“Did you notice the number of the taxicab?”
“I never thought of it.”
He saw it all with terrible distinctness, The man was Akers, of course. Then, if she had left her home rather than give him up, she was really in love with him. He had too much common sense to believe for a moment that she had fled to Louis Akers’ protection, however. That was the last thing she would do. She would have gone to a hotel, or to the Doyle house.
“She shouldn’t have left home, Ellen.”
“They drove her out, I tell you,” Ellen cried, irritably. “At least that’s what it amounted to. There are things no high-minded girl will stand. Can you lend me some money, Willy?”

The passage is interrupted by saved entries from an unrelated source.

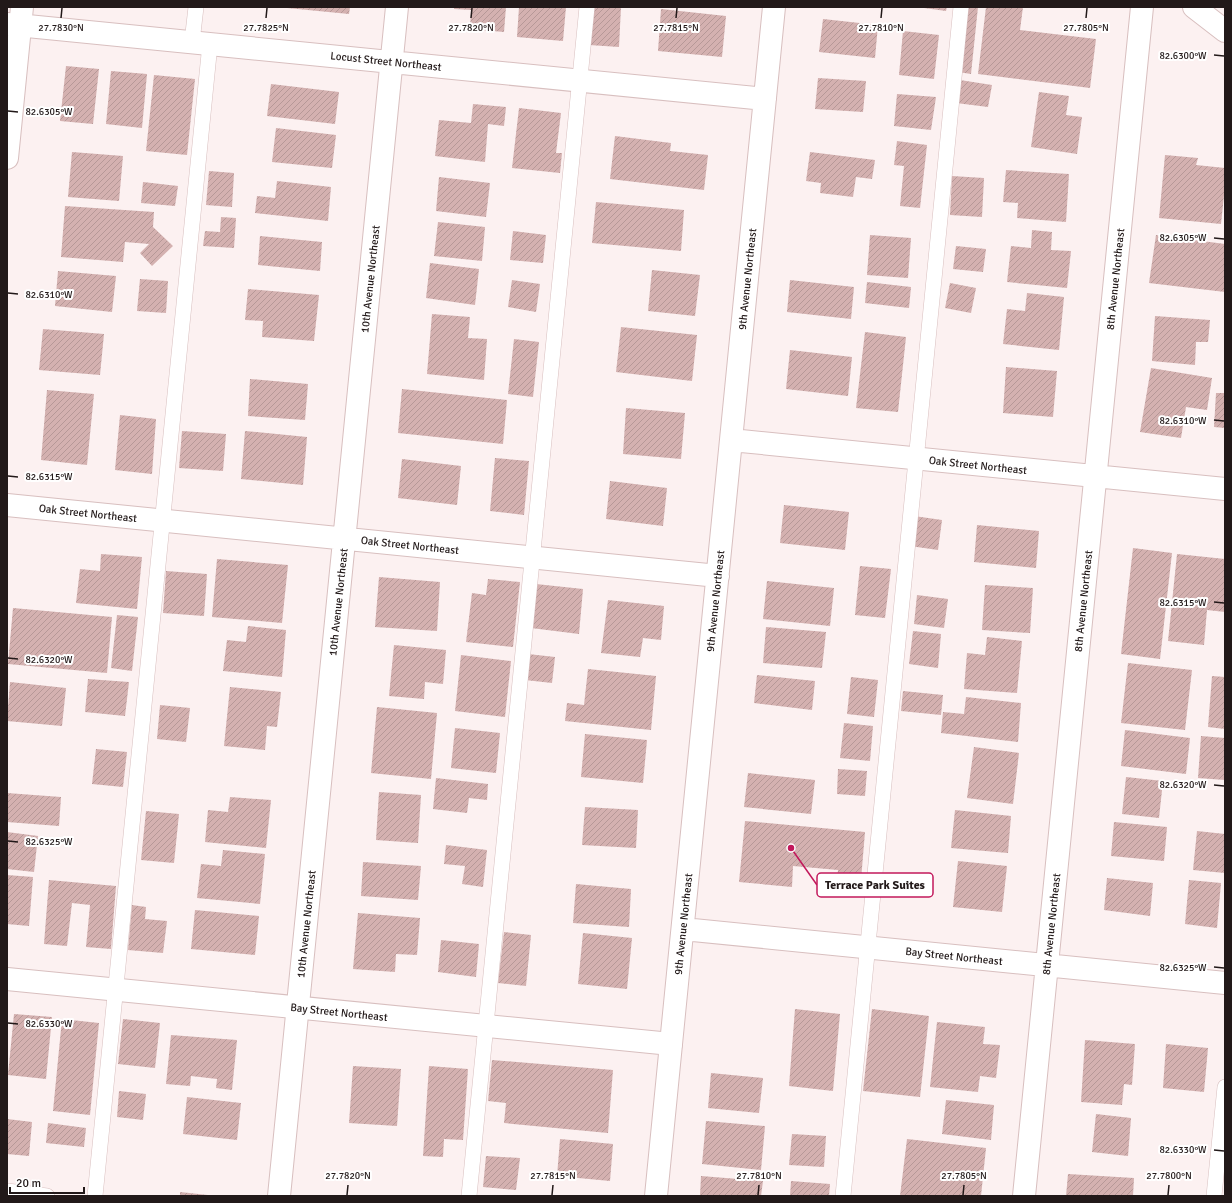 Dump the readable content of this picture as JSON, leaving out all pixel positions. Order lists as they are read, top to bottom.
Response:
{
  "streets": {
    "street": [
      "Locust Street Northeast",
      "10th Avenue Northeast",
      "9th Avenue Northeast",
      "8th Avenue Northeast",
      "Oak Street Northeast",
      "Bay Street Northeast"
    ]
  },
  "crossings": [
    ["Locust Street Northeast", "10th Avenue Northeast"],
    ["Locust Street Northeast", "9th Avenue Northeast"],
    ["10th Avenue Northeast", "Oak Street Northeast"],
    ["10th Avenue Northeast", "Bay Street Northeast"],
    ["9th Avenue Northeast", "Oak Street Northeast"],
    ["9th Avenue Northeast", "Bay Street Northeast"],
    ["8th Avenue Northeast", "Oak Street Northeast"],
    ["8th Avenue Northeast", "Bay Street Northeast"]
  ],
  "places": ["Terrace Park Suites"],
  "scale_bar": "20 m",
  "coordinates": [
    "27.7830°N",
    "27.7825°N",
    "27.7820°N",
    "27.7815°N",
    "27.7810°N",
    "27.7805°N",
    "82.6300°W",
    "82.6305°W",
    "82.6310°W",
    "82.6315°W",
    "82.6320°W",
    "82.6325°W",
    "82.6330°W",
    "27.7800°N"
  ]
}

He felt in his pocket, producing a handful of loose money.
“Of course you can have all I’ve got,” he said. “But you must not go to-night, Miss Ellen. It’s too late. I’ll give you my room and go in with Dan Boyd.”
And he prevailed over her protests, in the end. It was not until he saw her settled there, hiding her sense of strangeness under an impassive mask, that he went downstairs again and took his hat from its hook.
Lily must go back home, he knew. It was unthinkable that she should break with her family, and go to the Doyles. He had too little self-consciousness to question the propriety of his own interference, too much love for her to care whether she resented that interference. And he was filled with a vast anger at Jim Doyle. He saw in all this, somehow, Doyle’s work; how it would play into Doyle’s plans to have Anthony Cardew’s granddaughter a member of his household. He would take her away from there if he had to carry her.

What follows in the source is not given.